Mezopotamya ve Sabiilerde gökyüzüne yükselme -miraç
Mezopotamya ve Sabiilerde gökyüzüne yükselme -miraç
Eski Mezopotamya geleneğinde, yeryüzünde herhangi bir
göreve atanmanın tanrısal âlemde yapılan tanrılar meclisinde olabileceği inancı
hâkimdi. Gerek krallar ve vezirler bu görevlerine atanırken, gerekse ikinci
dereceden tanrılar tanrılık görevlerine tayin edilirken bunlar, yüce tanrıların
bulunduğu ilâhî semalara yükseltilirler. Onlar orada, en üstün Tanrı'nın başkanlığında
toplanan tanrılar meclisine kabul edilir ve o mecliste yeni görevlerine
atanırlardı. Eski Mezopotamya geleneğinde mevcut olan bu tasavvuru çeşitli
dokümanlarda bulmak mümkündür. Örneğin bir metne göre Sippar kralı Enmeduranki, krallık görevine atanmak
üzere Tanrı Şamaş tarafından ilâhî âlemdeki tanrılar meclisine çağrılır. Enmeduranki
tanrıların huzurunda Şamaş ve Adad tarafından büyük bir altın tahta oturtulur,
takdis edilir ve kendisine sırlar ve hikmetler öğretilir. Ayrıca tanrılar
Enmeduranki'ye kendileri tarafından yazılan tabletleri ve içerisinde yeryüzü ve
gökyüzünün sırlarını bulunduran bir
çanta verirler.
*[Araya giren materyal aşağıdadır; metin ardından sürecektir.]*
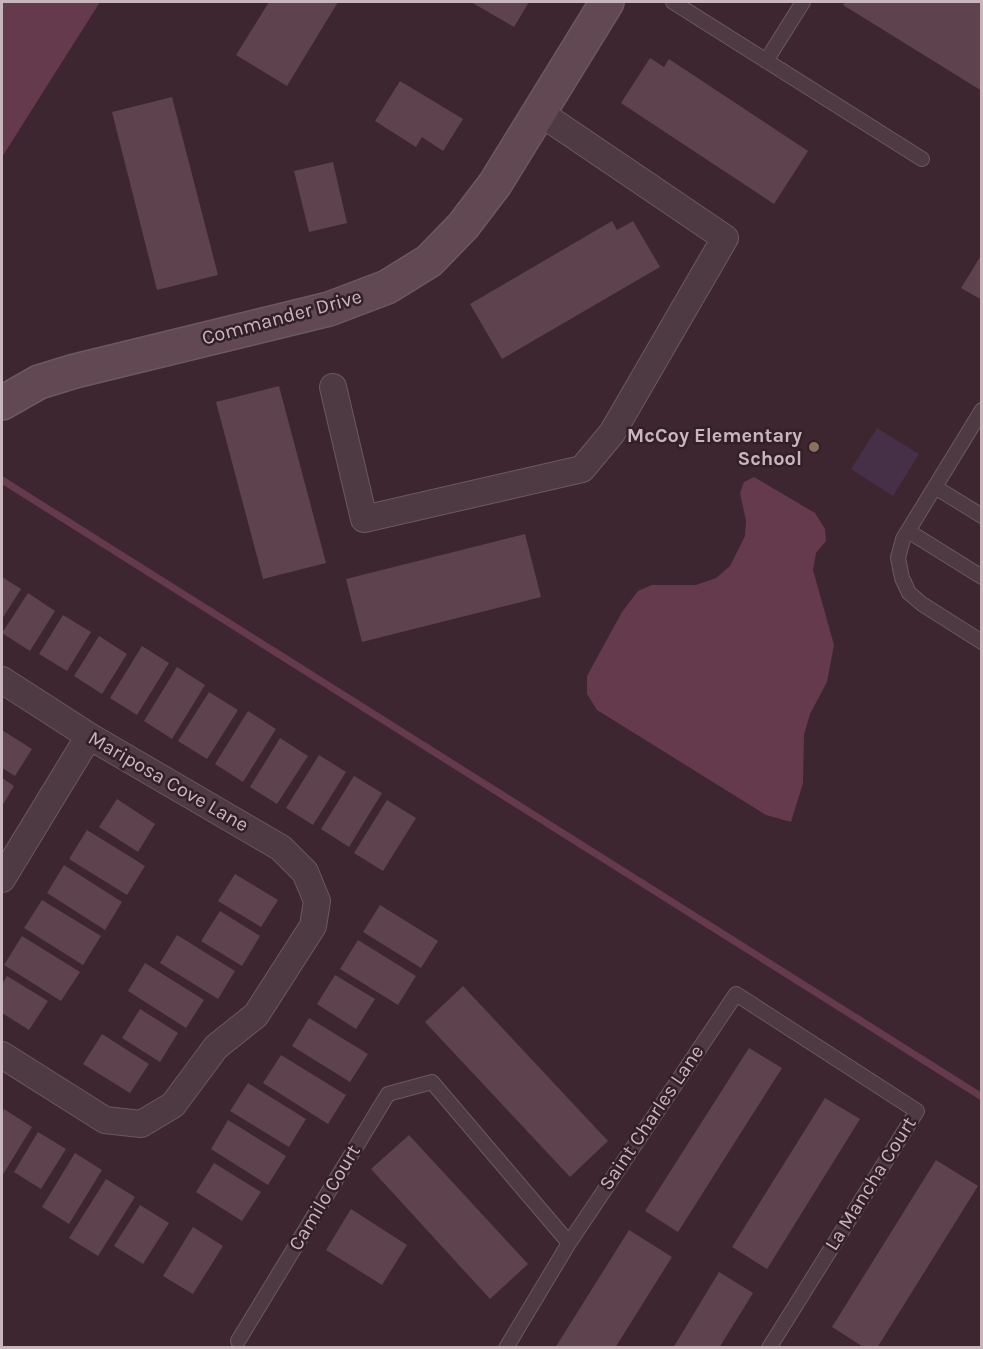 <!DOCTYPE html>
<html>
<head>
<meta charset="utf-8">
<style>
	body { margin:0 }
	#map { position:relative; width:983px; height:1349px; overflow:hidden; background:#3e2630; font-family:Karla,sans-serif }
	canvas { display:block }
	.frame { position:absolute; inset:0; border:3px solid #c9b6bd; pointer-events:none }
</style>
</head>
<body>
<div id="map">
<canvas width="983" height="1349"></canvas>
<div class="frame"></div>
</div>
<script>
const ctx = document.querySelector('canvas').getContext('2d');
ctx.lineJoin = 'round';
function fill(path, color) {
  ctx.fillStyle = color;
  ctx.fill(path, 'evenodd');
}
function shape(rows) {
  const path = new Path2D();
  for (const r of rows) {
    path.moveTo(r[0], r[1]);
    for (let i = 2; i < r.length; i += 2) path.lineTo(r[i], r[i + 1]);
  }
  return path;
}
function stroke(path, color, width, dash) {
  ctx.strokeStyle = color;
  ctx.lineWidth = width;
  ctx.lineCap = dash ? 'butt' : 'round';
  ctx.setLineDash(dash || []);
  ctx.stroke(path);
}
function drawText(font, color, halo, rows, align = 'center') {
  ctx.font = font + ' Karla,sans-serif';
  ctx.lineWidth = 5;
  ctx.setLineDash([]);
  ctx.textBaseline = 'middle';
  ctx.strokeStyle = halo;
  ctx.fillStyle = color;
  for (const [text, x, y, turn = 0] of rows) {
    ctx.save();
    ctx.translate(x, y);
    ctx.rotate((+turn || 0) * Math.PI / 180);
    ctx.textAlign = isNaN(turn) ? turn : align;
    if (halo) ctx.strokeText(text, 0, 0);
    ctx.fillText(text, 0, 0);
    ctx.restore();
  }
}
fill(shape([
	[877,428,919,454,893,496,851,469]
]), '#463048');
fill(shape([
	[2,2,100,2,2,157],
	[754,477,815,513,825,529,826,541,816,553,813,570,834,645,827,682,810,714,804,735,803,783,791,822,766,815,597,710,587,694,587,676,622,612,638,591,652,585,696,585,716,578,730,566,745,536,746,521,740,493,744,482]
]), '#643a4c');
stroke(shape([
	[2,480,982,1097]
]), '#643a4c', 7);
fill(shape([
	[269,2,338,2,287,86,236,55],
	[471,2,529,2,514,27],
	[845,2,982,2,982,91,843,5],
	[650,58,664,67,669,59,808,151,774,204,621,103],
	[400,81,463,119,443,151,422,137,416,147,375,121],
	[172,97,218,275,157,290,112,112],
	[333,162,347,223,309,232,294,171],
	[612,221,617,230,633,221,660,267,502,359,470,304],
	[982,254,982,300,961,288],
	[279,386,326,563,263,579,216,402],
	[525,534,541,597,362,642,346,579],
	[2,577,21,589,2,619],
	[28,593,55,611,30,651,2,633],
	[63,615,91,632,67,671,39,654],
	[99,636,127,654,102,694,74,676],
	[142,646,169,663,137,715,110,698],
	[177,667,205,685,172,739,144,721],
	[209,692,238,710,207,759,178,741],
	[248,711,276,729,243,782,215,764],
	[2,730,32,749,15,776,2,768],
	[280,738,308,756,277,804,250,787],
	[319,755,346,772,313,825,286,808],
	[354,776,382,793,349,847,321,829],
	[2,778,14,786,2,806],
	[117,799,155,824,138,852,99,827],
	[387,800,416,818,383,871,354,853],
	[87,830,145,866,127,895,69,859],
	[64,865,122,902,105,930,47,893],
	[235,874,278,900,261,927,218,901],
	[42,900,101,936,83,965,24,928],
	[380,905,438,941,421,968,363,932],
	[220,911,260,936,242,966,201,941],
	[177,935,235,971,218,999,160,963],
	[22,936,80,972,61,1001,4,965],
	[358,940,416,976,398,1005,340,969],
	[145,963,204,1000,186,1028,128,991],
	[335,975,375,999,356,1029,317,1004],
	[7,976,48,1001,29,1030,2,1013,2,984],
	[463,986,608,1141,570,1177,425,1022],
	[140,1009,178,1033,160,1062,122,1038],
	[309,1018,368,1054,350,1082,292,1046],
	[102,1034,149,1064,130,1093,83,1064],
	[749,1048,782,1068,678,1232,645,1211],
	[281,1055,346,1095,328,1124,263,1083],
	[248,1083,306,1119,289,1147,230,1111],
	[825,1098,860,1119,767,1269,732,1247],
	[4,1109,32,1127,2,1176,2,1114],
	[228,1120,286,1156,268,1185,211,1149],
	[38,1132,66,1149,41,1189,14,1172],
	[409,1135,528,1264,490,1299,371,1169],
	[75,1153,102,1170,69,1224,42,1207],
	[936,1160,978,1186,877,1348,865,1348,832,1327],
	[214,1163,261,1192,242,1221,196,1192],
	[106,1179,135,1197,98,1256,69,1238],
	[140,1205,169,1223,143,1264,114,1246],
	[351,1209,407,1245,382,1285,326,1250],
	[193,1227,223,1246,193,1294,163,1276],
	[629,1230,672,1257,615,1348,555,1348],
	[719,1272,753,1293,719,1348,673,1348]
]), '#5e424e');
const lane = shape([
	[673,2,922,159],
	[766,61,803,2],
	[982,410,903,539,898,558,902,578,909,593,922,604,982,642],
	[935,487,982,516],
	[908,531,982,577],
	[238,1341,388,1094,432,1082,569,1243],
	[506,1348,569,1243,736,994,917,1111,769,1348]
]);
const street = shape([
	[333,387,364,519,582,469,612,433,725,238,539,112],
	[2,680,89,736,281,848,305,872,317,901,313,926,256,1015,216,1047,173,1105,141,1124,105,1120,2,1055],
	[2,879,89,736]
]);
const secondary = shape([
	[2,403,39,382,75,371,329,309,387,287,429,261,463,226,495,184,607,2]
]);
stroke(lane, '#6c5860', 16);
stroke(street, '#6c5860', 28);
stroke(secondary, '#6c5860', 36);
stroke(lane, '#4e3a42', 14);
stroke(street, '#4e3a42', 26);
stroke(secondary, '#614852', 33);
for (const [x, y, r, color] of [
	[814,447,6,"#8d6e63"]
]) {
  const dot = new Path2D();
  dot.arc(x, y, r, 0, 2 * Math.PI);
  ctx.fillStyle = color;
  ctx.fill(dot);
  stroke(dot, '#331f27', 2);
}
drawText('20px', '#c9b6bd', '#331f27', [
	["Commander Drive",282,318,-15],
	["Mariposa Cove Lane",168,782,30],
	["Saint Charles Lane",652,1118,-56],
	["La Mancha Court",871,1184,-58],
	["Camilo Court",325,1198,-59]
]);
drawText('bold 20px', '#c9b6bd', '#331f27', [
	["McCoy Elementary",802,436],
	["School",802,459]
], 'right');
</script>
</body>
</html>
Bundan başka ona krallığının göstergesi olarak bir asa da
verilir.
Bir başka
Mezopotamya kralı Nabunaid (son Babil kralı) ise Tanrı Ilteri tarafından
gerçekleştirilen bir vizyonla tanrısal âleme çıkar ve orada çeşitli sırlar ve
hikmetleri müşahede eder.
Son bir örnek
olarak, Babil kralı Hammurabi meşhur
hukuk kitabını, krallığa atanmak üzere yükseldiği tanrılar âleminde Tanrı Şamaş'tan alır. Burada Hammurabi'nin
hukuki emirlerden ibaret olan kitabı tanrısal âlemden getirdiği fikri ile
çeşitli Yahudi literatüründe mevcut olan Musa'nın on emri içeren kutsal
tabletleri semavî âlemden getirdiği düşüncesi arasındaki benzerlik dikkat
çekicidir.
Eski
Mezopotamya'ya ait metinlerde (Sümerce ve Akadca kitabelerde) Mezopotamya
krallarından "gönderilen kişi" olarak bahsedilir. Bu lakap onların
Tanrı tarafından gönderildiği ya da görevlendirildiği inancıyla uyum
içerisindedir. Krallar için kullanılan bu lakabı yukarıda verdiğimiz örnekler
ışığında düşündüğümüzde, kralların tanrısal âleme yükselip orada göreve
atandıktan ve bazı kutsal öğreti, sır ve hikmetleri aldıktan sonra, bu misyonlarını
yerine getirmek üzere yeryüzüne gönderildikleri anlaşılmaktadır.
Başta G. Widengren
olmak üzere bazı araştırıcılar Eski Mezopotamya geleneğinde mevcut olan bu
yükseliş tasavvurunun sonradan Yahudi, Hıristiyan ve diğer bazı kültürlerdeki miraç
tasavvurlarım etkilediği görüşündedir.
Sümer mitolojisinde tanrı Enki’nin
himaye ettiği kahraman Adapa’nın (İlk
yaratılan insan) denizde balık tutarken kayığını alabora eden güney rüzgârına
öfkelenerek onun kanatlarını kırdığı için, cezalandırmak üzere göklerin tanrısı
An’ın huzuruna (gökyüzüne) götürüldüğü
anlatılır. Hikâyede anlatıldığına göre An cüretkâr Adapa’ yı öldürmek istiyor
fakat Dumuzi ve Ningişzida’nın şefaatleriyle merhamete geliyor; Adapa’ya ebedi
hayat veren ekmekle sudan veriyor. Bu suretle onu ebedileştirmek istiyor. Fakat
daha önce hamisi olan Enki’nin bir şey yememesi yolundaki ikazını hatırlayan
Adapa, içeriğini bilmediği bu ekmekle suyu yemekten çekiniyor, bu sebeple de
hem kendisi, hem de bütün insan nesli ebedi hayattan mahrum kalıyor.
Sâbiîlik
Gnostik din
anlayışının tipik bir örneğini oluşturan Sâbiîlikte üç çeşit yeryüzünden semavî
âlemlere doğru yükseliş tasavvuru bulunmaktadır. Bunlardan ilk ikisi yeryüzü
yaşantısı sona erdiğinde beden ve yeryüzü hapishanesinden kurtularak asıl vatanı
olan ışık âlemine çıkan ruh ve ruhlara yeryüzünde ilâhî mesajı iletip onlara
kılavuzluk yapmak amacıyla yeryüzüne özel olarak indirilen ve sonra tekrar asıl
vatanına yükselen kurtarıcı (redeemer ya da mürşit) ile ilgilidir. Başta da
değindiğimiz gibi bu iki yükseliş tasavvuru miraç motifi ile ilgili değildir.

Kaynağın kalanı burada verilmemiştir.